Covid patient numbers at Harrogate hospital fall by 19 but figures remain above first peak
Harrogate hospital has seen its first significant drop in coronavirus patient numbers during the third lockdown but there are still more virus beds full than at the first peak.
NHS officials told a briefing of the North Yorkshire Local Resilience Forum on Tuesday that the hospital was treating 48 Covid-positive patients - down by 19 from the previous week.
It is the first significant reduction in the figures since the start of the year and comes after pressure peaked earlier this month when 67 virus patients were in beds.
The hospital, however, is still the only one in North Yorkshire that is treating more patients than during the first wave and the continued pandemic pressures coupled with winter demands means non-Covid health services are being impacted.
A spokesperson for the Harrogate and District NHS Foundation Trust said: “We are working hard to reschedule appointments and operations impacted by the Covid-19 pandemic for as soon as possible. However, the pandemic means that for many of our patients there will be a delay, and waiting times will be longer than we would normally expect.
“We appreciate this can be a worrying time for patients. We know that people will want their procedure as soon as possible, and that waiting may be frustrating."

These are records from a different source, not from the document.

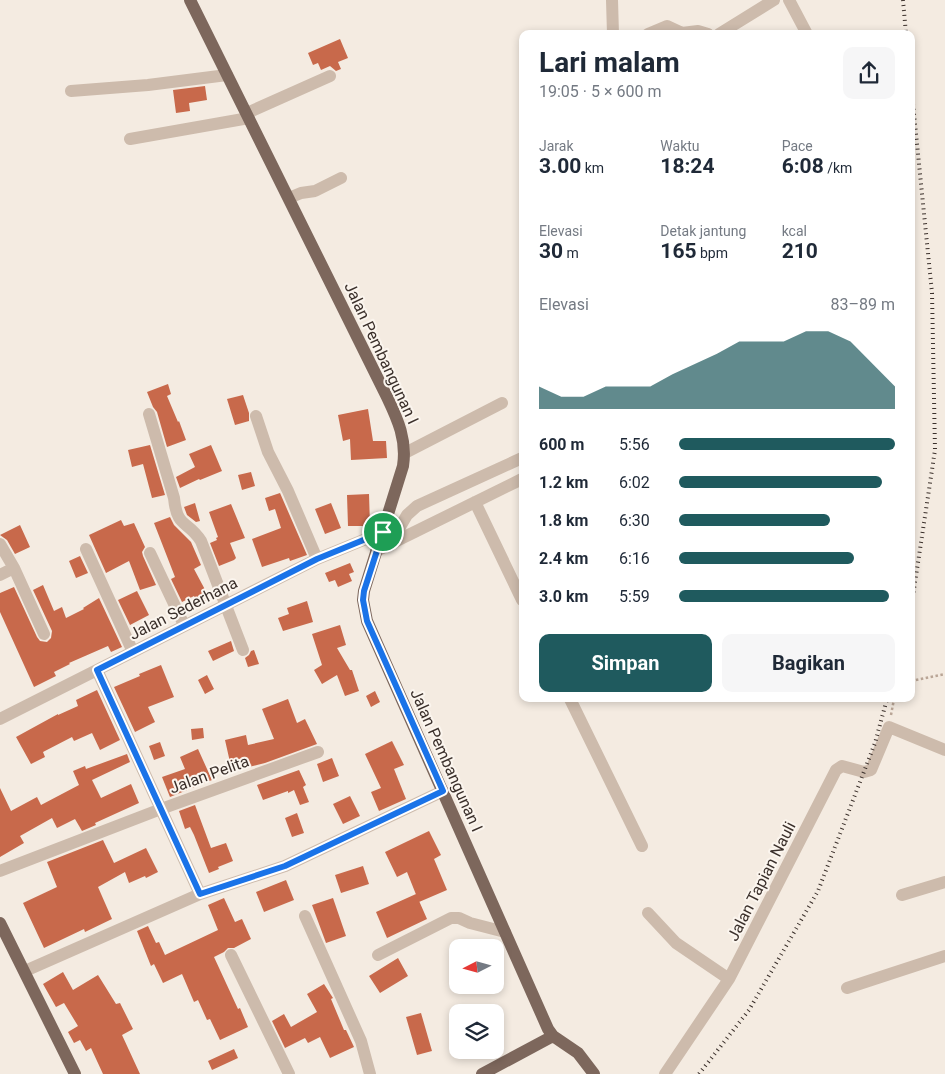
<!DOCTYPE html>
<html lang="id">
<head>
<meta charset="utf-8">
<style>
  body { margin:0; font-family:Roboto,sans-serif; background:#f6f6f7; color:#1f2937; height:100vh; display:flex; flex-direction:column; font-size:19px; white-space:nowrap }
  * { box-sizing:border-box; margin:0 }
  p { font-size:16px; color:#747a83 }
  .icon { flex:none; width:28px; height:28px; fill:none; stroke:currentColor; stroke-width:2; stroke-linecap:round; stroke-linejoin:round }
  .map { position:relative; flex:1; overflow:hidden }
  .details { position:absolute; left:519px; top:30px; width:396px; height:672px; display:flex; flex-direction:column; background:#fff; border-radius:10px; box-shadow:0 2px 8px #0003 }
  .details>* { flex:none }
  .needle { width:32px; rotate:264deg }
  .buttons { position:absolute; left:449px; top:939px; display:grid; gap:10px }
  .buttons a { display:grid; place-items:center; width:55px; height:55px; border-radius:10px; background:#fff; box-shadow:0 2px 8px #0003; font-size:25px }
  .pin { position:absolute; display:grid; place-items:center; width:42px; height:42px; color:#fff; margin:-21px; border:2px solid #fff; border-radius:50%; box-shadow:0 1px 5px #0007 }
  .round { display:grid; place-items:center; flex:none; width:52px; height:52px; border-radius:10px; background:#f6f6f7 }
  .head { display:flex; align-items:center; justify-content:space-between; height:85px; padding:0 20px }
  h1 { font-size:28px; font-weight:700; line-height:38px }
  .stats { display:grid; grid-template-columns:repeat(3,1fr); gap:8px; height:85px; padding:5px 20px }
  .stats div { display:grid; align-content:center }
  .stats b { font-size:21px; font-weight:700 }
  .stats small { font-size:14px; font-weight:400 }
  .stats p { font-size:14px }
  .chart { height:140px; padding:10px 20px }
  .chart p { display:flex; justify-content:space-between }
  .chart svg { width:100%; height:90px; margin-top:5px; fill:#1f5a5e; opacity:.7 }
  .action { display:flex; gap:10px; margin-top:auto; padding:10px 20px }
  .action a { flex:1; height:58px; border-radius:10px; background:#1f5a5e; color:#fff; font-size:20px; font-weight:700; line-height:58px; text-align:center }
  .action a+a { background:#f6f6f7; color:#1f2937 }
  ul { padding:0 20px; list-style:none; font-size:16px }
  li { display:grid; grid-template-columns:80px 60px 1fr; align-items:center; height:38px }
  li i { height:12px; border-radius:6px; background:#1f5a5e }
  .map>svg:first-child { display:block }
  .building { fill:#c8694b }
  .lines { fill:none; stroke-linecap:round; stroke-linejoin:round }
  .path { stroke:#b9a596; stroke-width:2.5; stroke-dasharray:2.5 2.5; stroke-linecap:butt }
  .minor { stroke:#cdbbac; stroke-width:12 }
  .major { stroke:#7d675c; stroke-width:12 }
  .rail { stroke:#3b302b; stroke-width:4; stroke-dasharray:1 4; stroke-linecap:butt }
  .route-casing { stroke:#fff; stroke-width:10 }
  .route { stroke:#1a73e8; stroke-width:6 }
  .labels { text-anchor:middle; stroke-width:4; stroke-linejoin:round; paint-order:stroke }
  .street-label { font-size:16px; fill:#3b302b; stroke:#fbf5ee }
</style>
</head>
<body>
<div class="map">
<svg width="945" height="1074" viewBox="0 0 945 1074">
  <rect width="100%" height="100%" fill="#f4ebe1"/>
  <path class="building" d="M340,39l8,19 -10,4 3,7 -5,2 -6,-5 -9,4 -3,-7 -5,2 -5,-12z
    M205,86l2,14 -18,3 1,8 -14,2 -3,-23z
    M168,384l3,10 -4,2 11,26 1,-1 7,19 -19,7 -10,-35 -4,-5 -6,-15z
    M243,395l6,18v8l-14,4 -8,-26z
    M368,409l5,32h13l1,17 -36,2 -1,-21 -7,2 -5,-26z
    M150,445l15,50 -13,3 -9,-34 -11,3 -4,-17z
    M211,445l11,26 -22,9 -1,-1 -19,9 -4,-11 19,-10 -6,-13z
    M251,472l4,14 -13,4 -4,-15z
    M280,493l27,62 -17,6 -1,-3 -27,9 -10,-28 29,-11 -6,-19 -6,2 -4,-13z
    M369,494l1,32h-22l-1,-31z
    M195,503l5,18 -4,1 -9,-7 -3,-8z
    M331,503l10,25 -16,6 -10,-25z
    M231,504l14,34 -15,5 6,15 -2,2 -15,6 -9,-23 7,-3 -1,-2 2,-1 -9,-25z
    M170,517l4,8 17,17 10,23 -7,4 16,30 -11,7 -5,-10 -12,6 -11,-23 4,-2 -21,-54z
    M121,520l3,6 10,-3 11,24 -3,5 1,4 13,29 -16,5 -11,-29 -23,12 -17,-38z
    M20,525l10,22 -15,7 -8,-14 -7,-5z
    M80,556l8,17 -12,5 -7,-17z
    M350,563l4,9 -5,2 3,7 -14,6 -3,-7 -6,2 -4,-9z
    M43,585l11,26 8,-4 4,11 18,-9 -1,-1 16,-10 23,49 -11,5 -3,-6 -39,17 1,1 -16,8 2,4 -22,11 -34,-75v-19l14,-6 23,50 3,4 7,1 4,-4 1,-7 -19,-41z
    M137,591l12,24 -19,10 -12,-25z
    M307,601l6,21 -30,9 -5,-13 11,-4 -2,-6z
    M340,625l6,20 -9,3 13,22h2l7,21 -14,5 -8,-21 -15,9 -8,-14 8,-5 -10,-31z
    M231,641l3,10 -21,10 -5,-10z
    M254,650l5,14 -11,3 -3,-9 4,-3 2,-4z
    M161,665l13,32 -26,10 7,15 -20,10 -21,-45 26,-11 -1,-2z
    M207,675l7,14 -9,5 -7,-14z
    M97,690l23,50 -20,10 -8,-17 -18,8 -2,-4 -29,15 2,5 -14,7 -15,-27 42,-23v1l20,-9 -2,-6z
    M375,691l5,11 -9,5 -5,-11z
    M288,699l9,24 8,-4 12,25 -52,19 -33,8 -7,-31 21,-5 2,10 26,-6 -12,-30z
    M203,728l1,10 -12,2 -1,-11z
    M392,741l12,24 -10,4 12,30 -27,12 -8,-19 10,-4 -16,-34z
    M160,742l5,14 -11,4 -5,-14z
    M198,749l14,31 -42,17 -8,-20 23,-8 -5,-12z
    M127,754l3,8 -38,18 9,18 30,-14 8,19 -44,20 1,2 -14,6 -7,-12 -18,9 -5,-10 -32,18 4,7 -24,14v-69l11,23 26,-14 4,8 38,-20 -6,-14 12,-5 1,3z
    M332,758l7,18 -16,6 -6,-18z
    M299,770l7,15 -3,2 6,15 -9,3 -6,-15 -6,3v-2l-25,9 -6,-15z
    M350,796l10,20 -17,8 -10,-20z
    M195,805l16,43 15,-5 7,18 -15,6 1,2 -10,4 -15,-38 -4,-8 -5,2 -6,-18z
    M297,813l7,20 -12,4 -7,-19z
    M429,831l12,24 -7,4 13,31 -28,12 -12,-30 -10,5 -12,-25z
    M103,840l11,23 32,-15 12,24 -12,6 -1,-2 -16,7 -4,-11 -27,15 14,32 -27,13 -1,-3 -40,19 -21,-45 34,-16 -10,-25z
    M363,866l6,18 -28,9 -6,-18z
    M286,880l8,20 -30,12 -8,-20z
    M416,894l11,25 -40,19 -11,-26z
    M224,898l11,24 7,-3 9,20 -17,9h-6l-4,4 -10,5 24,52 2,-1 8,19 -28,13 -10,-21 -3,1 -9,-20 -4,2 -12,-28 -19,9 -9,-19 -3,2 -14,-35 11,-5 8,17 3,-1 6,13 53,-25 -10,-25z
    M333,898l13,38 -20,7 -14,-38z
    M398,958l10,18 -28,17 -11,-17z
    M63,972l10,18 25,-15 18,29 4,-1 13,26 -11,6 18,39h-37l-12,-26 -5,3 -6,-11 -6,3 -6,-11 10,-6 -14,-23 -8,4 -13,-23z
    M324,984l9,14 -2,1 13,31h2l8,17 -24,11 -10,-21 -12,6 -3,-5 -20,10 -13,-27 12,-7 7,13 26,-15 -10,-18z
    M421,1013l11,38 -15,4 -11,-38z
    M234,1049l4,9 -26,12 -4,-9z"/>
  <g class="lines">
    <path class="path" d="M911,681l34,-7
      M891,715l3,-16"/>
    <path class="minor" d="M612,0l1,34
      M789,0l18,34
      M648,34l19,-8 15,7 16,-2 10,3
      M719,34l55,-34
      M71,91l77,-6 79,-10
      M247,113l83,-37
      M130,139l119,-21
      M289,198l12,-5 14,-2 26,-13
      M149,414l25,84c3,31 14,22 27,43l42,109
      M256,416l12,36 20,39 29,68
      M405,453l97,-50
      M475,502l47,98
      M0,544l14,24 30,66
      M390,544l17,-29 10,-9 105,-48
      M86,549l47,103
      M376,551l146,-72
      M150,553l34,72
      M0,575l14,-7
      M97,670l103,224
      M570,699l72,147
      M0,719l317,-160 66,-27
      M0,871l161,-62 157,-57
      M902,895l43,-13
      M648,913l28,30 53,36
      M305,916l56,125 9,33
      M231,955l58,119
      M378,955l73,-37h8l11,5 35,9
      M25,971l175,-77 85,-28 158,-75
      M847,988l98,-32
      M665,1074l64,-95 107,-209 6,-4 22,6 7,-2 18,-43 56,23"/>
    <path class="major" d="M190,0l197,397c11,23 20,43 16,69l-39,125 -1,9 4,21 181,408 5,7 25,17 16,21
      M0,923l75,151
      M482,1074l71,-38"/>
    <path class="rail" d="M903,0l3,34
      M911,84l21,209 3,157 -24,159
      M699,1074l50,-64 69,-119 57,-148 12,-44"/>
  </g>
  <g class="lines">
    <defs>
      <path id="route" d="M383,532l-19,59 -1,9 4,21 76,170 -158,75 -85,28 -103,-224 220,-111z"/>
    </defs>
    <use href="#route" class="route-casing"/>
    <use href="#route" class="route"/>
  </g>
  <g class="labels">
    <g class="street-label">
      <text transform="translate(382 353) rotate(65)" y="6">Jalan Pembangunan I</text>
      <text transform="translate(183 608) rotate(-27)" y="6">Jalan Sederhana</text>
      <text transform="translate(447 760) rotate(66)" y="6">Jalan Pembangunan I</text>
      <text transform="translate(209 774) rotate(-20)" y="6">Jalan Pelita</text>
      <text transform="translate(761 881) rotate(-63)" y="6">Jalan Tapian Nauli</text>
    </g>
  </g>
</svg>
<div class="buttons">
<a><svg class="needle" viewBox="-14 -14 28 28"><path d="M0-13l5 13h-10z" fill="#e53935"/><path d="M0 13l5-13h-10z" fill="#747a83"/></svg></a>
<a><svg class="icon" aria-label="layers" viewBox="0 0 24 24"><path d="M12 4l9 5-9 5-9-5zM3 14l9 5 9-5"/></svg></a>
</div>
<div class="pin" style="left:383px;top:532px;background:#1e9e55"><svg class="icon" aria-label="arrive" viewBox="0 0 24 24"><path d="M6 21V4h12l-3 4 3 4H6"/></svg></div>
<section class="details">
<div class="head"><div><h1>Lari malam</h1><p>19:05 · 5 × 600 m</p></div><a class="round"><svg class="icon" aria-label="share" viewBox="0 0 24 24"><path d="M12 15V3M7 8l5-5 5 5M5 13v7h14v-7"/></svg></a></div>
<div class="stats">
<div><p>Jarak</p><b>3.00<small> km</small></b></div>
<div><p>Waktu</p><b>18:24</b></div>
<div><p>Pace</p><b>6:08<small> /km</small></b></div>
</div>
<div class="stats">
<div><p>Elevasi</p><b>30<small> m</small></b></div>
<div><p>Detak jantung</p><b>165<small> bpm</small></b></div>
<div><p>kcal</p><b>210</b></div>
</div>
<div class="chart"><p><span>Elevasi</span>83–89 m</p>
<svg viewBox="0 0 160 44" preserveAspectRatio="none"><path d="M0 44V33L10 38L20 38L30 33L40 33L50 33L60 27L70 22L80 17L90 11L100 11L110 11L120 6L130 6L140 11L150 22L160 33V44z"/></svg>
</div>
<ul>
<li><b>600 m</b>5:56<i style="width:100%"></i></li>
<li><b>1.2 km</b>6:02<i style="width:94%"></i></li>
<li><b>1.8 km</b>6:30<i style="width:70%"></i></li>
<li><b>2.4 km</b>6:16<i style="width:81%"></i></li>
<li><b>3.0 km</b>5:59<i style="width:97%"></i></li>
</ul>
<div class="action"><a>Simpan</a><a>Bagikan</a></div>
</section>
</div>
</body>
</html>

The hospital has reported nine coronavirus-related deaths in the last seven days, according to NHS figures, with its death toll since the pandemic began now standing at 156.
Meanwhile, Harrogate's seven-day infection rate per 100,000 people currently stands at 88. This is below the England average of 116.
In January, Harrogate hospital announced it was postponing some non-urgent surgery, although urgent cases and cancer care would not be affected.
A hospital trust spokesperson added: "We are sorry for any delay that is experienced, and we are continuing to work hard to provide timely care.
“We are all determined to do all we can to provide good care for patients and work together to do this. Colleagues both in hospital and in community services have been absolutely fantastic throughout the pandemic and despite the ongoing challenges, continue to be.”